▶ **Records provided**:
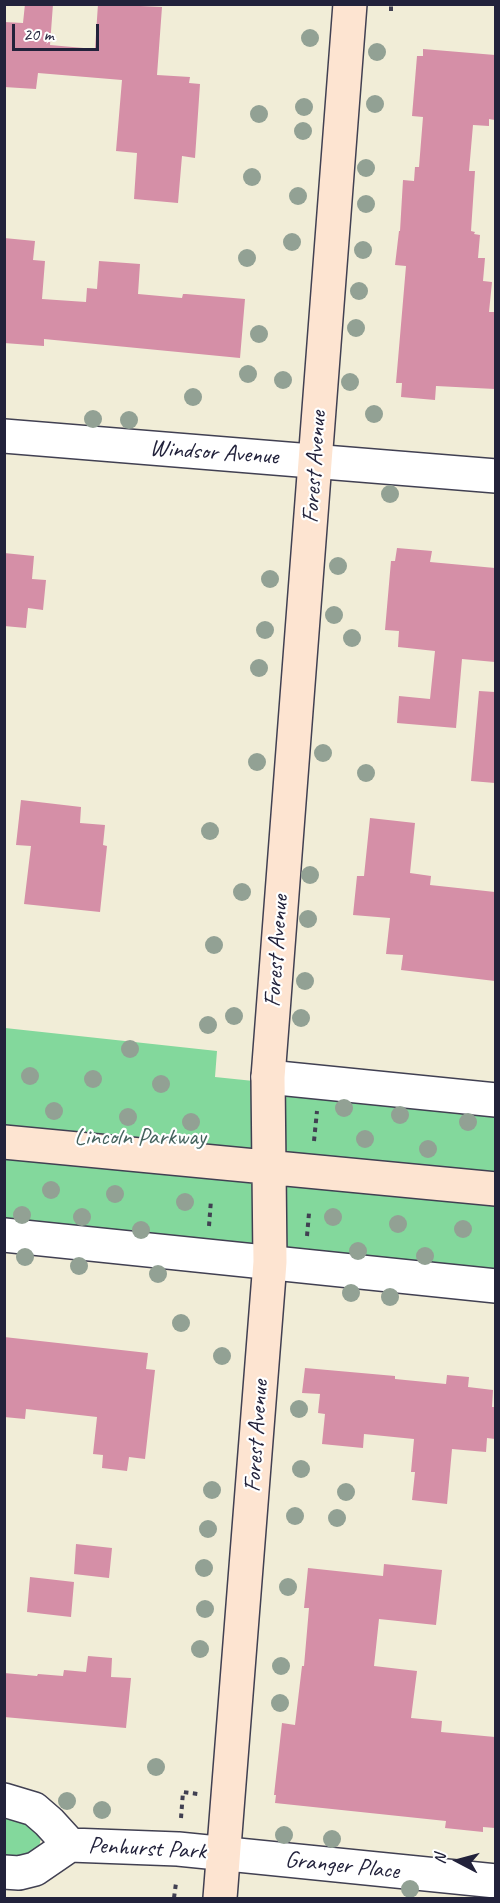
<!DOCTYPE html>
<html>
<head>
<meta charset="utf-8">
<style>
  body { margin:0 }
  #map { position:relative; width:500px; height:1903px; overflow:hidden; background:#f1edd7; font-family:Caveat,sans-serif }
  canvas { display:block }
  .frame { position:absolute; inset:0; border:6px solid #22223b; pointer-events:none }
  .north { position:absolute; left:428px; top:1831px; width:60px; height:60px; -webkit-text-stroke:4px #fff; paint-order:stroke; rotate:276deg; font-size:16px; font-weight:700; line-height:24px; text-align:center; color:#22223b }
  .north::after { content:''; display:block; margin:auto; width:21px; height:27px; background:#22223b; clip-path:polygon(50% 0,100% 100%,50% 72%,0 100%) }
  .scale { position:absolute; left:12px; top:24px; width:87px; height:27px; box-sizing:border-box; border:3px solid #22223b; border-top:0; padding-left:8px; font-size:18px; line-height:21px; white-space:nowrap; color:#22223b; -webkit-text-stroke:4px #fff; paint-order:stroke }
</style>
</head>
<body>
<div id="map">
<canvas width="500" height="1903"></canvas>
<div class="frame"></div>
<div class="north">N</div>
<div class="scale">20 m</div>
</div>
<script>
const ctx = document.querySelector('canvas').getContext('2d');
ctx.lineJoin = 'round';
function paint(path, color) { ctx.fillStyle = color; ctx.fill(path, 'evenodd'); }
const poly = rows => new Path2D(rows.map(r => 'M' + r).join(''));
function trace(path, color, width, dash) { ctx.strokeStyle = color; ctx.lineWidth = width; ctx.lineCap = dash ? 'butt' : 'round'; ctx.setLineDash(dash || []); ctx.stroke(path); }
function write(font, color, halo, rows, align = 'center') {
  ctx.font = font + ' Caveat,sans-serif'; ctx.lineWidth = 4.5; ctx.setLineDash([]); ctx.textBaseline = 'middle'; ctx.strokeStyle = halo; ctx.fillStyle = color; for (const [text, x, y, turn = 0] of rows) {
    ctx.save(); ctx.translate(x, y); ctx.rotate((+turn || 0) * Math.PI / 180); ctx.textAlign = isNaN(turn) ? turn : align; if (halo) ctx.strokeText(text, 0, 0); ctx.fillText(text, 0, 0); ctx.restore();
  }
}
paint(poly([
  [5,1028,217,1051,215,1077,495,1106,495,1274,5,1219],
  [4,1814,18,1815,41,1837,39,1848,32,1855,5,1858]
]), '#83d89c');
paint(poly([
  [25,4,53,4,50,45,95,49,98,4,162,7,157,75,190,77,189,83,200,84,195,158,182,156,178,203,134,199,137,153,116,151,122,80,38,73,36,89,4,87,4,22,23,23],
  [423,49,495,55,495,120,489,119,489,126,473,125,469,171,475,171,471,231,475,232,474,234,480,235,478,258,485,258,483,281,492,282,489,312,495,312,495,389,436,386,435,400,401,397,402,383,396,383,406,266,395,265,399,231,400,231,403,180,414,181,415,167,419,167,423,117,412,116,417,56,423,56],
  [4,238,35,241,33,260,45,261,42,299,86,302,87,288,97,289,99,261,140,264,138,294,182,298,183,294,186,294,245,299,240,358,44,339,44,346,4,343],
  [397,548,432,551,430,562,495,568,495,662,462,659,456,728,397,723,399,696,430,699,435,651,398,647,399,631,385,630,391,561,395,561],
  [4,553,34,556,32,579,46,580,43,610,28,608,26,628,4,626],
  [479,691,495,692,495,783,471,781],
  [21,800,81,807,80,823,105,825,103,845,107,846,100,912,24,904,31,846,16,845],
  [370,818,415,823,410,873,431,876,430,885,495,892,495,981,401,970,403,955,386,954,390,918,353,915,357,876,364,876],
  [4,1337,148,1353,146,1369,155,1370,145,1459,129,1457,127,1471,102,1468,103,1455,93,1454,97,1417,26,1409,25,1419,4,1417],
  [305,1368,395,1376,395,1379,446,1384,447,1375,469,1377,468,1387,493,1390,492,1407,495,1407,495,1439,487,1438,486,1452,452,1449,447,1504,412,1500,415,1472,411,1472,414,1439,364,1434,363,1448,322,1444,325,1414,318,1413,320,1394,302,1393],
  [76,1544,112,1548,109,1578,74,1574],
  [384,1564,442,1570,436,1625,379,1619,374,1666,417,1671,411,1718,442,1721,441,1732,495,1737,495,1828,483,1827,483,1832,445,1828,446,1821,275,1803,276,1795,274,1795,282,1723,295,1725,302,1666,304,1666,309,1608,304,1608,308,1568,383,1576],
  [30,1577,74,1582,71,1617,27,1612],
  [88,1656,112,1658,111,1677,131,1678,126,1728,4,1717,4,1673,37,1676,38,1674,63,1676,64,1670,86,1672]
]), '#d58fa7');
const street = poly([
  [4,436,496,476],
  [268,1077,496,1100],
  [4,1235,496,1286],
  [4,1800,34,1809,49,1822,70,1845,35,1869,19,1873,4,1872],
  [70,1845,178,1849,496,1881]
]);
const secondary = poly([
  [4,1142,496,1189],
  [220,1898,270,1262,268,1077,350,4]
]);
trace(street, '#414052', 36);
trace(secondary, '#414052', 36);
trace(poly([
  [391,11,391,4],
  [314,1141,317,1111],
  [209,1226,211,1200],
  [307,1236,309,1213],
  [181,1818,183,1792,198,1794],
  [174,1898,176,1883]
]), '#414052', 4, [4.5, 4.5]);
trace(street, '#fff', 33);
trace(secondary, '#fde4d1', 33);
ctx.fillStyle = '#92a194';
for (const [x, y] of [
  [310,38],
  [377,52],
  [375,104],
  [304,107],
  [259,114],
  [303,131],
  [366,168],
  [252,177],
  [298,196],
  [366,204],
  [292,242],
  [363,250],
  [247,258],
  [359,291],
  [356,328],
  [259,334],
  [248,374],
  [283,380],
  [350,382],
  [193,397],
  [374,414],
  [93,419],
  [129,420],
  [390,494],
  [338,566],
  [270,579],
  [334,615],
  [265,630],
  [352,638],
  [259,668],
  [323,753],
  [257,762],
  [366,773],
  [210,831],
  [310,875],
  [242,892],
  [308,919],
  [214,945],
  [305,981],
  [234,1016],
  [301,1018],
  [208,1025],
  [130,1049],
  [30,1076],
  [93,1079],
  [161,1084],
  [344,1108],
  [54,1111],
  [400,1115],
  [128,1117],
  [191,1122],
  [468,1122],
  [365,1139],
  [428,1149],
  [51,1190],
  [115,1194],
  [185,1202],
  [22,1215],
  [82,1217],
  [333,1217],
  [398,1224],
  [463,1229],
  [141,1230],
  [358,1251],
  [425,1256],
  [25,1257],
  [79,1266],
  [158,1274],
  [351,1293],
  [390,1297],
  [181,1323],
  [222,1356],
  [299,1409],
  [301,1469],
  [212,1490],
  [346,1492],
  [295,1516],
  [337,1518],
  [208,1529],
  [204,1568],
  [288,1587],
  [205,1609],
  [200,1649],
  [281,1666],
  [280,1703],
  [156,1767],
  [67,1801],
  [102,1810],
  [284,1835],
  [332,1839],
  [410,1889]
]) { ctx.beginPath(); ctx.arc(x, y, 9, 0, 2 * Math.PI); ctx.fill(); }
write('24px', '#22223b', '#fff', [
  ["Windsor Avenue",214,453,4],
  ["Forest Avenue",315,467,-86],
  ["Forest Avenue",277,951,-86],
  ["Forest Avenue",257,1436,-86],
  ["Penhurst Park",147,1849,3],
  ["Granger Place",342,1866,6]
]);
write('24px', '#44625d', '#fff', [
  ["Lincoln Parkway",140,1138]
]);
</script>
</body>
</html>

▶ **Exercise requirements**: Say how many lines of the data include the string "Forest". Nothing other than the number should be given.

▶ **Answer below**: 3